WORK TASK> For each line in the data below, write an exact copy.

DATA IN THIS EXERCISE>
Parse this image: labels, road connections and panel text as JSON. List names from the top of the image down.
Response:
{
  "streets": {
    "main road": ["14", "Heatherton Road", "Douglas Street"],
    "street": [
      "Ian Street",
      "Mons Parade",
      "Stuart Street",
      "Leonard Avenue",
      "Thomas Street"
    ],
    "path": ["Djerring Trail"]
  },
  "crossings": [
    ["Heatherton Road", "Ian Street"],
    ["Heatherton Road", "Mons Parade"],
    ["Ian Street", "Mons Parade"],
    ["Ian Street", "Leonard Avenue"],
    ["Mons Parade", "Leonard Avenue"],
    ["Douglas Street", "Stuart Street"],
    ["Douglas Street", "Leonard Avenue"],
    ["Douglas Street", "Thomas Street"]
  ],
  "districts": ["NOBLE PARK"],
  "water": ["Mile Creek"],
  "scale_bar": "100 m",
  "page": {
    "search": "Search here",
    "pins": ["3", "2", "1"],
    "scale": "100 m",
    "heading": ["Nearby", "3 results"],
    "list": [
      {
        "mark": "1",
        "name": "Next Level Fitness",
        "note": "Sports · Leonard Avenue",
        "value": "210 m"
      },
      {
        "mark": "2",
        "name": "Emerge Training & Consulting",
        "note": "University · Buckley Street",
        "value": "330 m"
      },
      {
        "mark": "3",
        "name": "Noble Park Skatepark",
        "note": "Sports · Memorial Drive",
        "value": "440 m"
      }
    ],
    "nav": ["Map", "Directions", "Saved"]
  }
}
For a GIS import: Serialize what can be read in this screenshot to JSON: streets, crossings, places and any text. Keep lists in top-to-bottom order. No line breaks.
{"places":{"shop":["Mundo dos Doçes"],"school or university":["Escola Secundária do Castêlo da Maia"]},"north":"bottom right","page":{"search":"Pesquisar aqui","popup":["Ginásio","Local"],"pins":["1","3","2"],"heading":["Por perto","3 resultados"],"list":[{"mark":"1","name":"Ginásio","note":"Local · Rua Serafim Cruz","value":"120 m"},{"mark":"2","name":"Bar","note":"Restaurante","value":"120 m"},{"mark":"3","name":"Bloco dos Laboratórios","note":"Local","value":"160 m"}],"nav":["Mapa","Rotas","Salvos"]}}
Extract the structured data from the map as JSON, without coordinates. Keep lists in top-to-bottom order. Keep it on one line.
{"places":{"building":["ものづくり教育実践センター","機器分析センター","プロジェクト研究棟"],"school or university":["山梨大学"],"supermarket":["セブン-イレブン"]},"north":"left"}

WRITTEN REPLY>
Parse this image: labels, road connections and panel text as JSON. List names from the top of the image down.
Response:
{
  "streets": {
    "main road": ["14", "Heatherton Road", "Douglas Street"],
    "street": [
      "Ian Street",
      "Mons Parade",
      "Stuart Street",
      "Leonard Avenue",
      "Thomas Street"
    ],
    "path": ["Djerring Trail"]
  },
  "crossings": [
    ["Heatherton Road", "Ian Street"],
    ["Heatherton Road", "Mons Parade"],
    ["Ian Street", "Mons Parade"],
    ["Ian Street", "Leonard Avenue"],
    ["Mons Parade", "Leonard Avenue"],
    ["Douglas Street", "Stuart Street"],
    ["Douglas Street", "Leonard Avenue"],
    ["Douglas Street", "Thomas Street"]
  ],
  "districts": ["NOBLE PARK"],
  "water": ["Mile Creek"],
  "scale_bar": "100 m",
  "page": {
    "search": "Search here",
    "pins": ["3", "2", "1"],
    "scale": "100 m",
    "heading": ["Nearby", "3 results"],
    "list": [
      {
        "mark": "1",
        "name": "Next Level Fitness",
        "note": "Sports · Leonard Avenue",
        "value": "210 m"
      },
      {
        "mark": "2",
        "name": "Emerge Training & Consulting",
        "note": "University · Buckley Street",
        "value": "330 m"
      },
      {
        "mark": "3",
        "name": "Noble Park Skatepark",
        "note": "Sports · Memorial Drive",
        "value": "440 m"
      }
    ],
    "nav": ["Map", "Directions", "Saved"]
  }
}
For a GIS import: Serialize what can be read in this screenshot to JSON: streets, crossings, places and any text. Keep lists in top-to-bottom order. No line breaks.
{"places":{"shop":["Mundo dos Doçes"],"school or university":["Escola Secundária do Castêlo da Maia"]},"north":"bottom right","page":{"search":"Pesquisar aqui","popup":["Ginásio","Local"],"pins":["1","3","2"],"heading":["Por perto","3 resultados"],"list":[{"mark":"1","name":"Ginásio","note":"Local · Rua Serafim Cruz","value":"120 m"},{"mark":"2","name":"Bar","note":"Restaurante","value":"120 m"},{"mark":"3","name":"Bloco dos Laboratórios","note":"Local","value":"160 m"}],"nav":["Mapa","Rotas","Salvos"]}}
Extract the structured data from the map as JSON, without coordinates. Keep lists in top-to-bottom order. Keep it on one line.
{"places":{"building":["ものづくり教育実践センター","機器分析センター","プロジェクト研究棟"],"school or university":["山梨大学"],"supermarket":["セブン-イレブン"]},"north":"left"}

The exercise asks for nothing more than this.